Data Management (Week 11 PR)

(Note to Class: some of the LoC materials are back up as of this morning)

This week’s practicum led me to think a little more carefully about what kinds of data were part of my proposed project for our class, and of what I will actually try to build in the next four weeks. In terms of central data, my project consists at first of ‘other people’s data’ only (geospatial data and metadata about objects), which is brought into my tool to be worked. There are, however, other kinds of data to deal with: there’s an application to store, the code that drives the site where my tool is accessed. In the greater project I dreamed up, there’s also a forum and other discussion places like news and FAQ wiki, tool development and sharing. The ultimate form of the project includes data management and storage and resharing of the data for processing through my GIS tool. Drawing from our chapters in NINCH Guide and from Digital Preservation in a Box, I made a little list of concerns and possible solutions for my data.

General:
-Use advisory boards (people) and systems (tools) for planning data in workflow and backup (draw pictures of the data and use calendars to manage regular processes such as backing up information)

Webspace:
-regular backups need to be made of the living website: forum discussion, blog posts, tools developed and shared, etc. An automated procedure (to be checked on by a human at scheduled intervals) would be ideal, where the data is migrated according to rules for naming and date and time stamping files straight onto backup media. Is it possible to have data archived in an off-site location automatically if both machines are online?

GIS point data and object metadata:
-meet metadata standards – this shouldn’t be challenging since my project consists first of stealing other people’s data and borrowing standards developed by one of my target repositories for additional database items; but we see in the readings how critical standards are for storage and preservation as well as working functionality in processing tools. This includes having subject thesauri and authority files; for input some level of data input control is necessary (for this, though, I’ve envisioned nearly complete control through drop downs).
-Storage of data: considerations include allowing for partial privacy for users of proprietary or protected archaeological data and partial open access. A hard drive on which to back up all of the data is advisable, but my main concerns for storage and retrieval in an emergency are a) getting data to users quickly from anywhere (with varying degrees of access to protected data), b) giving back to the distributed web by reduplicating and resupplying the data to other types of users elsewhere. What I’m thinking about is a second server or backup server. Cloud storage also sounds interesting and a pay-for-storage model on an otherwise free tool would provide a means to purchasing and maintaining one. From the link on the Preservation in a Box page that compares commercial platforms, SpiderOak sounds the best so far for cost, storage, and privacy, although they all have some serious downsides, namely being consumer products and lack of support for certain OS and platforms.

Week 10 Practicum

I commented on Fitzpatrick’s book as we’d already read it carefully!

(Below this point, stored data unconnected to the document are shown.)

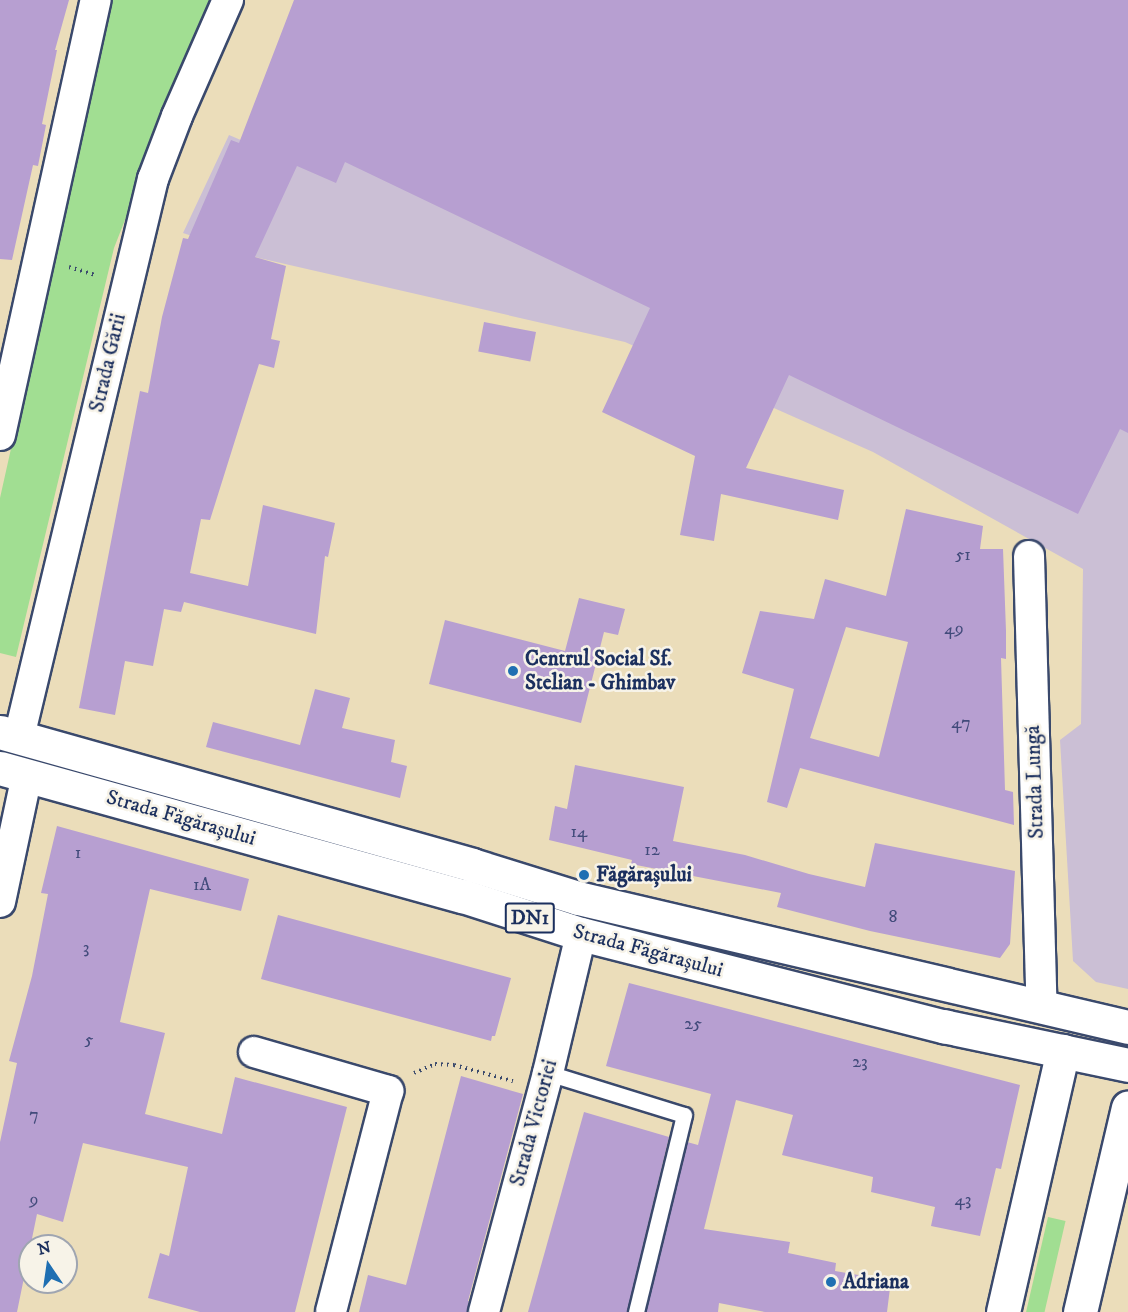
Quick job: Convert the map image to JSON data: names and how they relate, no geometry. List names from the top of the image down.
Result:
{
  "streets": {
    "main road": ["Strada Făgărașului", "DN1"],
    "street": ["Strada Gării", "Strada Lungă", "Strada Victoriei"]
  },
  "crossings": [
    ["Strada Gării", "Strada Făgărașului"],
    ["Strada Lungă", "Strada Făgărașului"],
    ["Strada Făgărașului", "Strada Victoriei"]
  ],
  "places": ["Centrul Social Sf. Stelian - Ghimbav", "Făgărașului", "Adriana"],
  "house_numbers": [
    "51",
    "49",
    "47",
    "14",
    "12",
    "1",
    "1A",
    "8",
    "3",
    "25",
    "5",
    "23",
    "7",
    "9",
    "43"
  ],
  "north": "top"
}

I have to say that I enjoyed the ability to take my scribbled marginalia and actually ask the authour something… delightful! I did worry that my questions were inane (maybe I’m not the planned audience, I should be more versed in the issues, etc.), but throughout our weekly readings, I was very concerned that the issues of value and product and market were being danced around. Where does humanities think it’s going in such a hurry? Again, it was great to ask the authour about it and maybe she’ll reply or folks will think about how to address those questions as they do their own future writing. It did seem community geared and maybe even productive.

My Guidelines for Evaluating Digital History Scholarship I draw from reading William Thomas, the Sherman Dorn section of “Part 1: Re-Visioning Historical Writing,” Writing History in the Digital Age, and thinking I did about parallelising the digital history with public while reading the Working Group on Evaluating Public History Scholarship Report and White Paper. They’re pretty rough, but here’s a selection of thoughts on the matter (the idea is to follow guidelines for assigning credit for tenure or otherwise):

1) Identify the type of project: does it parallel the argument form, archival work, or tool building? Judge its worth based on comparable principles; furthermore ascertain whether or not creating a digital work is justified: does it have more utility, value, or dimension in the digital medium than it would in another. Or, in the case of an online exhibit, meet preservation concerns for material culture?

2) Identify any component projects. Did the researcher have to do substantial digital archival work, for example, before preparing a digital work? programming? etc.? How much more time and resources did this use? (this for assigning more credit; especially if the baseline work is reusable by other researchers)

3) For an online argument, I would ask, broadly, whether or not it conveyed its argument in a legible manner (this concern comes from our readings where a new mode, like using hypertext. sometimes seemed to breach our conventions of reading a little too jarringly). For an archive or tool, whether it conveyed up front its order, purpose, reasoning, and options to alter or reuse in new ways.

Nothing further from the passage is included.